# Weierstrass Approximation Theorem

## Theorem

Let $f$ be a real function which is continuous on the closed interval $\Bbb I$.

Then $f$ can be uniformly approximated on $\Bbb I$ by a polynomial function to any given degree of accuracy.

## Proof

Let $\map f t: \Bbb I = \closedint a b \to \R$ be a continuous function.

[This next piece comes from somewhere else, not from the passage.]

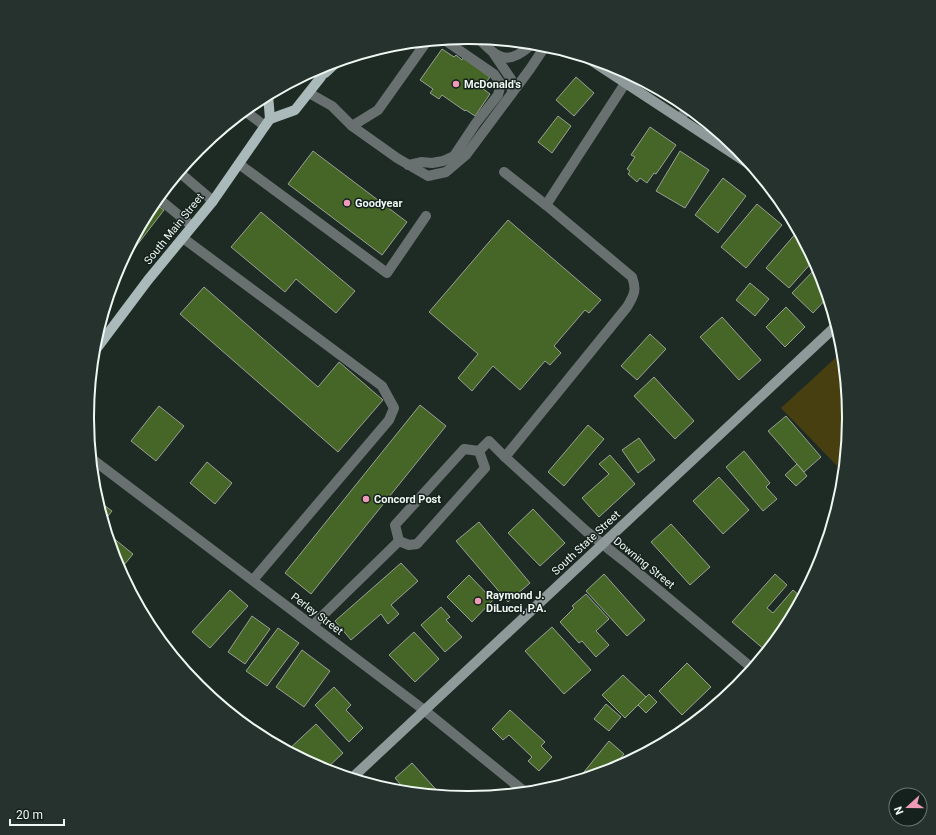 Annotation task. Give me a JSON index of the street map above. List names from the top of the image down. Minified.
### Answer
{"streets":{"main road":["South Main Street"],"street":["South State Street","Downing Street","Perley Street"]},"crossings":[["South State Street","Downing Street"],["South State Street","Perley Street"]],"places":["McDonald's","Goodyear","Concord Post","Raymond J. DiLucci, P.A."],"scale_bar":"20 m","north":"left"}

Introduce $\map x t$ with a rescaled domain:

$\map f t \mapsto \map x {a + t \paren {b - a} } : \closedint a b \to \closedint 0 1$

From now on we will work with $x: \closedint 0 1 \to \R$, which is also continuous.

Let $n \in \N$.

For $t \in \closedint 0 1$ consider the Bernstein polynomial:

$\ds \map {B_n x} t = \sum_{k \mathop = 0}^n \map x {\frac k n} \binom n k t^k \paren {1 - t}^{n - k}$

For $t \in \closedint 0 1$, $0 \le k \le n$, let:

$\map {p_{n, k} } t := \dbinom n k t^k \paren {1 - t}^{n - k}$

By the binomial theorem:

$\ds \sum_{k \mathop = 0}^n \map {p_{n, k} } t = 1$

### Lemma 1

$\ds \sum_{k \mathop = 0}^n k \map {p_{n, k} } t = n t$

$\Box$

### Lemma 2

$\ds \sum_{k \mathop = 0}^n \paren {k - n t}^2 \map {p_{n, k} } t = n t \paren {1 - t}$

$\Box$

Now we construct the estimates.

 $\ds \sum_{k \mathop : \size {\frac k n \mathop - t} \ge \delta}^n \map {p_{n, k} } t$ $\le$ $\ds \sum_{k \mathop : \size {\frac k n \mathop - t} \ge \delta}^n \map {p_{n, k} } t \frac {\paren {k - n t}^2} {\delta^2 n^2}$ as $\dfrac {\paren {k - n t}^2} {\delta^2 n^2} \ge 1$ $\ds$ $\le$ $\ds \frac 1 {n^2 \delta^2} \sum_{k \mathop = 0}^n \paren{k - n t}^2 \map {p_{n, k} } t$ $\ds$ $=$ $\ds \frac {t \paren {1 - t} } {n \delta^2}$ Lemma 2 $\ds$ $\le$ $\ds \frac 1 {4 n \delta^2}$ $\forall t \in \closedint 0 1: \dfrac 1 4 \ge t \paren {1 - t}$

Here $\ds \sum_{k \mathop : \size {\frac k n \mathop - t} \ge \delta}^n$ denotes the summation over those values of $k \in \N$, $k \le n$, which satisfy the inequality $\size {\dfrac k n - t} \ge \delta$.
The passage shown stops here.